DIRECTIONS FOR THIS TASK: Up to and including the line with "font-size:26px; font-weight:400; color:var(--muted)", return every line from the start of the entries below exactly.

Stored data:
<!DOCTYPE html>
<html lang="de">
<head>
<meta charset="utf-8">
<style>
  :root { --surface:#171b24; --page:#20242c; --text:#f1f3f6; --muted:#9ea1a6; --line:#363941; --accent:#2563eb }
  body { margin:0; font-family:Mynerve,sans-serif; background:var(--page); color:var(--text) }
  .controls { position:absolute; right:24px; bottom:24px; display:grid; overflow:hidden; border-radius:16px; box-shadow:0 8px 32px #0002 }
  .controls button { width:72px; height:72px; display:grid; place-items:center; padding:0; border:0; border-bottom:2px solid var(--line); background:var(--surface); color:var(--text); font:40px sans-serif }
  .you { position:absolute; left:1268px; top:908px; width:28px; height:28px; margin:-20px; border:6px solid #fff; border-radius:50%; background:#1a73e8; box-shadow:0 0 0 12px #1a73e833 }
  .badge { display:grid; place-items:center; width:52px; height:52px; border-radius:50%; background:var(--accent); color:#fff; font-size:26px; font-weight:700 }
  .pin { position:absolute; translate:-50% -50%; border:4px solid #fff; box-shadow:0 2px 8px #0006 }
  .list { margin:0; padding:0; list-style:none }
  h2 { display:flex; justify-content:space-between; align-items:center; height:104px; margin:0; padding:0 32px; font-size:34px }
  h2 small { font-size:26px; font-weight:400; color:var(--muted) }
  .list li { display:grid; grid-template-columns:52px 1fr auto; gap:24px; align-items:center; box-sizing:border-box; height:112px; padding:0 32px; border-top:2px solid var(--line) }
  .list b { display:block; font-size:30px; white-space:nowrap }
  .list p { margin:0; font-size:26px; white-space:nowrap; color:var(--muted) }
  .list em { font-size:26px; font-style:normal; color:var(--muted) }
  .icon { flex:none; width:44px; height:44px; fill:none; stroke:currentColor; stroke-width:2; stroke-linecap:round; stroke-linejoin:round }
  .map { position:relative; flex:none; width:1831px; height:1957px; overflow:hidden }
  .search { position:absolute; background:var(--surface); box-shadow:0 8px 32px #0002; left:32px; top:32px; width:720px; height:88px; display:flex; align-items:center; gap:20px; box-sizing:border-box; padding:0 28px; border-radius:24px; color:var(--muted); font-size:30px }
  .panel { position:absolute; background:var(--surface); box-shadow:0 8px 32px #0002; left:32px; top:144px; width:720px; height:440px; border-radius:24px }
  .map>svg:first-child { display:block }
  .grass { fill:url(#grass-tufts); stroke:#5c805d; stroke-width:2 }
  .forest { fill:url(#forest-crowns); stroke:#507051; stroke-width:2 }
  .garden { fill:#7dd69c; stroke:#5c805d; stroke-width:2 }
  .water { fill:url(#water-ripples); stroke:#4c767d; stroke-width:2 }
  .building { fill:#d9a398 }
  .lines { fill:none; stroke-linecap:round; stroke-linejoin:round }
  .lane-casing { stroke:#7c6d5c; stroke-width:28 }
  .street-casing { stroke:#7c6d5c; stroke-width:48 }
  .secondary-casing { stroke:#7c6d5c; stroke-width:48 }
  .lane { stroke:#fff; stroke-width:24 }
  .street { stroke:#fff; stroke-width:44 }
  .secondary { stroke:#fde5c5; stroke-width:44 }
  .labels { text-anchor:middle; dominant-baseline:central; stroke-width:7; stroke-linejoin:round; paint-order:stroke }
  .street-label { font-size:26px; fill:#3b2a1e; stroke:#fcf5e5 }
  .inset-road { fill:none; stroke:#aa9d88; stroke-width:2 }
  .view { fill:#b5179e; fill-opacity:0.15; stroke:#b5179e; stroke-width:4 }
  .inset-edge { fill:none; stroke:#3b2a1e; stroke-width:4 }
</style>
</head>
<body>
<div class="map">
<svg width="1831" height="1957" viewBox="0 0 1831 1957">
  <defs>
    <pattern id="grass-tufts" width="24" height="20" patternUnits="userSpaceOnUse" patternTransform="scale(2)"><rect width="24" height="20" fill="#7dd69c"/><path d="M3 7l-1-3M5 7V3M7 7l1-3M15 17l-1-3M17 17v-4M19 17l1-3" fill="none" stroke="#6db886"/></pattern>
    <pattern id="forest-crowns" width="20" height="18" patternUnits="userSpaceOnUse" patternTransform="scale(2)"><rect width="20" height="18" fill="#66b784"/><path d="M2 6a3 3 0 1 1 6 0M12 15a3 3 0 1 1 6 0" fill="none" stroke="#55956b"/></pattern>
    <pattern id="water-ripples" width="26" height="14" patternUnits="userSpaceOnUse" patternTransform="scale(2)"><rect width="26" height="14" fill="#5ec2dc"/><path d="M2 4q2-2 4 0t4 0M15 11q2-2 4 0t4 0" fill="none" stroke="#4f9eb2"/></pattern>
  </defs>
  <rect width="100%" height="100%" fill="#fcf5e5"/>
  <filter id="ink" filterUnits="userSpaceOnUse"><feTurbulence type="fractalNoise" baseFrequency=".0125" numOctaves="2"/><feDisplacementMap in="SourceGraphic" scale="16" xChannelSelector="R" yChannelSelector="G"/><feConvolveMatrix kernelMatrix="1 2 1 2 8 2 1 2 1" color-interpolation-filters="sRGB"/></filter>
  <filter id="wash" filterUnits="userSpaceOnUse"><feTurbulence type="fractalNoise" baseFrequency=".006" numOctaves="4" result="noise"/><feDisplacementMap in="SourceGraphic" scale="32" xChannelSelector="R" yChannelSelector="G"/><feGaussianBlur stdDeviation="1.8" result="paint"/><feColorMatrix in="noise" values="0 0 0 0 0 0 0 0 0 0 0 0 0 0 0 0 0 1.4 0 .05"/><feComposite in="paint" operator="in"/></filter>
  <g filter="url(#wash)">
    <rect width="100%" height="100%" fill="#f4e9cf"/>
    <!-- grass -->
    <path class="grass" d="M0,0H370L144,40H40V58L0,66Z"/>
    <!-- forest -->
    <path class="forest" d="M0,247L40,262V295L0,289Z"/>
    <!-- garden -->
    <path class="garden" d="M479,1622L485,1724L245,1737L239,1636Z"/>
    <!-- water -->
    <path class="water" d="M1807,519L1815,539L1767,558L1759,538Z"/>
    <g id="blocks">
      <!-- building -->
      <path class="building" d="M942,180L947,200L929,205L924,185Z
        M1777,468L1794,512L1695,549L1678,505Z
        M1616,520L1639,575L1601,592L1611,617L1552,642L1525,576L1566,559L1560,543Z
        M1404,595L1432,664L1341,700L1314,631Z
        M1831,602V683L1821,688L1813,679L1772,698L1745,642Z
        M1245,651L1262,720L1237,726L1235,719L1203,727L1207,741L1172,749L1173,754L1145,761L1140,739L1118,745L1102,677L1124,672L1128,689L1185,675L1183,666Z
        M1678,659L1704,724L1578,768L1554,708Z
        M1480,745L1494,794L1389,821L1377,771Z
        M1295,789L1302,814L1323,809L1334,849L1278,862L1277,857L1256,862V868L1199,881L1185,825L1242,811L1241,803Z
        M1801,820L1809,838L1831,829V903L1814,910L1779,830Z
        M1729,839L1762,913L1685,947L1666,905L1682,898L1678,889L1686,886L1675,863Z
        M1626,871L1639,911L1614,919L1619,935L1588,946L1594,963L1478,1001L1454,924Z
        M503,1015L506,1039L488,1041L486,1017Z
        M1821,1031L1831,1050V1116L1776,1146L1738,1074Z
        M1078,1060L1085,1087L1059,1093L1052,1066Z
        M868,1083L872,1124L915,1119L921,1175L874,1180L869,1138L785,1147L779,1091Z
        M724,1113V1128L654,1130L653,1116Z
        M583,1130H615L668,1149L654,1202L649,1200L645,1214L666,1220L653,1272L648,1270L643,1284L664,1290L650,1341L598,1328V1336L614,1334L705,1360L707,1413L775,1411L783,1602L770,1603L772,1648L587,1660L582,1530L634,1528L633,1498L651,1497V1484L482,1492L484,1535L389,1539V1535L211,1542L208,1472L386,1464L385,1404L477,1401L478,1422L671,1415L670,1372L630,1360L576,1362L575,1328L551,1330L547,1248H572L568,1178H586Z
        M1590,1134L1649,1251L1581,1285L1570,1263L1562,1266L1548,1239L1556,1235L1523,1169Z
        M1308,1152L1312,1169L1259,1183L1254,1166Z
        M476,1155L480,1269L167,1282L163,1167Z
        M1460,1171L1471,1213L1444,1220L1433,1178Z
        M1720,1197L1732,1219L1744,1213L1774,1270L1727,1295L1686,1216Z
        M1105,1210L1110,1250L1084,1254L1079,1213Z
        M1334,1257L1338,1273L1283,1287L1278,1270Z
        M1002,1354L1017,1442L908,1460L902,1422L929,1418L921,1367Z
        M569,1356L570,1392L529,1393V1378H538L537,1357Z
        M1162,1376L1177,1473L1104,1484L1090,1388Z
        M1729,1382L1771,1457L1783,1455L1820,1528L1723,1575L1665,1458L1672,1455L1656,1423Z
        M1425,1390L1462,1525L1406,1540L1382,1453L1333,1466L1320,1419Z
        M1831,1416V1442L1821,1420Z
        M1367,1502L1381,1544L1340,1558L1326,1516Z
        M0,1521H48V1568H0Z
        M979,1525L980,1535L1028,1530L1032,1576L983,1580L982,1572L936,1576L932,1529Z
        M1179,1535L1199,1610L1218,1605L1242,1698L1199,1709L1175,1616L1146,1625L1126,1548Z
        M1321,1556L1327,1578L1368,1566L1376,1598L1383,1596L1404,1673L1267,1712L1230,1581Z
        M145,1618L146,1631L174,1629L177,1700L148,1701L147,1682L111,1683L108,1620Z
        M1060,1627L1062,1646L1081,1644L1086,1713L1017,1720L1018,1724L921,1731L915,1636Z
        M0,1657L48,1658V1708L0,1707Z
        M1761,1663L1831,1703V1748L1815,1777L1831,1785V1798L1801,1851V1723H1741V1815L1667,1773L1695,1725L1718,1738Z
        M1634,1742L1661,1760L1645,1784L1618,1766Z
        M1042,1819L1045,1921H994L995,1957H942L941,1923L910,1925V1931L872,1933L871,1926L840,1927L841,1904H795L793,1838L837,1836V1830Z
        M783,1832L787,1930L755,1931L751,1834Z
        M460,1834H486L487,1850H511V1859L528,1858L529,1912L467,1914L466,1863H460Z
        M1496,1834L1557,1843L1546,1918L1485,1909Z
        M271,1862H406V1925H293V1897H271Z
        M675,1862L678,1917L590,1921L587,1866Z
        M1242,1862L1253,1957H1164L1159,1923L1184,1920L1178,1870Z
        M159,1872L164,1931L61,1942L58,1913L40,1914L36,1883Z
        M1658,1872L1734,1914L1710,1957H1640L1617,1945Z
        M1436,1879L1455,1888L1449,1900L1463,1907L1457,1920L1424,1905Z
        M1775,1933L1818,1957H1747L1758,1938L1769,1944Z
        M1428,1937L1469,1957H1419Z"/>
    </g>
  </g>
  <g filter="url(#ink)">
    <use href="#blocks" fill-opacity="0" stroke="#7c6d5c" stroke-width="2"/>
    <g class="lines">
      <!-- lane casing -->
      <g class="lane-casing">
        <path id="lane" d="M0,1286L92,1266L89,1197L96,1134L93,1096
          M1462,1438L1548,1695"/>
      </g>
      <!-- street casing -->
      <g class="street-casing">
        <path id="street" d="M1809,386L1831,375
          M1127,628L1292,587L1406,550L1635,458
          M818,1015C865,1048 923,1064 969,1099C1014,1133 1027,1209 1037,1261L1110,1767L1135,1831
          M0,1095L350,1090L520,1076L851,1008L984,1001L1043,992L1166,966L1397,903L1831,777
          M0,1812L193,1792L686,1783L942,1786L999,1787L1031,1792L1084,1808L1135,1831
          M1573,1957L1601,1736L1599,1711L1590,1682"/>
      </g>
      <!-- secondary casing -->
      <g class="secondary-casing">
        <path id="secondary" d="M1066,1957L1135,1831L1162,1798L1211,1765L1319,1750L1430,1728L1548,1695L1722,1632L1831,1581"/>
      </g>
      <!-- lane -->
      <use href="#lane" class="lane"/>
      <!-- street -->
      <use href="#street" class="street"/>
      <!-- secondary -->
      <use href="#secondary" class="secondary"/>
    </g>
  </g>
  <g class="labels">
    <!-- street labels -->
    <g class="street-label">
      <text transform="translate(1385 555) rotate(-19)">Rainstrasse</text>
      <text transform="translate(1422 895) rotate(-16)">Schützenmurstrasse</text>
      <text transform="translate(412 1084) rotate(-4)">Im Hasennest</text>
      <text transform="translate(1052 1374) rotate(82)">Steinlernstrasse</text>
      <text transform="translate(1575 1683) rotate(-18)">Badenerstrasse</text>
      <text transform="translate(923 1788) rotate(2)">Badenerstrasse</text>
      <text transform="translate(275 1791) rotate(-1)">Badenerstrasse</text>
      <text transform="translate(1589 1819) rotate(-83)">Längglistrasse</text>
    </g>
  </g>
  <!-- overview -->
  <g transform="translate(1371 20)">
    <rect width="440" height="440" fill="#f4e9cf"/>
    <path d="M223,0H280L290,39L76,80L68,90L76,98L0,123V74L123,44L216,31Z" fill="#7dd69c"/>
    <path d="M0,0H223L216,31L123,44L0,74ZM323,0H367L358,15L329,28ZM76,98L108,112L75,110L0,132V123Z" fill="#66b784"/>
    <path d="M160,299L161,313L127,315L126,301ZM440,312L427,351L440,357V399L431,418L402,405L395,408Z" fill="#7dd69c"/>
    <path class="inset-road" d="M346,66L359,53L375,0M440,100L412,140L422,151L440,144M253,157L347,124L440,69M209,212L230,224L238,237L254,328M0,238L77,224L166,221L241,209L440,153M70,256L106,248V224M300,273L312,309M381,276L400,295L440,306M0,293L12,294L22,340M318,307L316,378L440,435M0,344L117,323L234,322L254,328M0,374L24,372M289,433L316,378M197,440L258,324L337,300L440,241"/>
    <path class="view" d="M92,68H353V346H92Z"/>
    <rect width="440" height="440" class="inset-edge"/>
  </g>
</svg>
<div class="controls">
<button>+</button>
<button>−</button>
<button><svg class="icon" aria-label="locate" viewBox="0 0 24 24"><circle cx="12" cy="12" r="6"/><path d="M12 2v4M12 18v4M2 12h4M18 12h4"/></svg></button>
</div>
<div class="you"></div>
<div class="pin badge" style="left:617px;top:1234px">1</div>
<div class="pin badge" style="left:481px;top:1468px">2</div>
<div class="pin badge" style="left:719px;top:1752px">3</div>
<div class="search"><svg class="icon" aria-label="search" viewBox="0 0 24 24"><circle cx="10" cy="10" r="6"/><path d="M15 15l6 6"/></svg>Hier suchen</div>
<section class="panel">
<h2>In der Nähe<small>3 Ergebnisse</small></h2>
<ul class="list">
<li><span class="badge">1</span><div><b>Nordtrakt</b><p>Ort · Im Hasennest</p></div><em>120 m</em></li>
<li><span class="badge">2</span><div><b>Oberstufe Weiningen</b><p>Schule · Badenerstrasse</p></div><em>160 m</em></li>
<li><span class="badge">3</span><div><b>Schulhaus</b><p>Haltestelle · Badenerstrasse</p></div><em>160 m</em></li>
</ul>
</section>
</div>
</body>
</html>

ANSWER TO THIS EXERCISE:
<!DOCTYPE html>
<html lang="de">
<head>
<meta charset="utf-8">
<style>
  :root { --surface:#171b24; --page:#20242c; --text:#f1f3f6; --muted:#9ea1a6; --line:#363941; --accent:#2563eb }
  body { margin:0; font-family:Mynerve,sans-serif; background:var(--page); color:var(--text) }
  .controls { position:absolute; right:24px; bottom:24px; display:grid; overflow:hidden; border-radius:16px; box-shadow:0 8px 32px #0002 }
  .controls button { width:72px; height:72px; display:grid; place-items:center; padding:0; border:0; border-bottom:2px solid var(--line); background:var(--surface); color:var(--text); font:40px sans-serif }
  .you { position:absolute; left:1268px; top:908px; width:28px; height:28px; margin:-20px; border:6px solid #fff; border-radius:50%; background:#1a73e8; box-shadow:0 0 0 12px #1a73e833 }
  .badge { display:grid; place-items:center; width:52px; height:52px; border-radius:50%; background:var(--accent); color:#fff; font-size:26px; font-weight:700 }
  .pin { position:absolute; translate:-50% -50%; border:4px solid #fff; box-shadow:0 2px 8px #0006 }
  .list { margin:0; padding:0; list-style:none }
  h2 { display:flex; justify-content:space-between; align-items:center; height:104px; margin:0; padding:0 32px; font-size:34px }
  h2 small { font-size:26px; font-weight:400; color:var(--muted) }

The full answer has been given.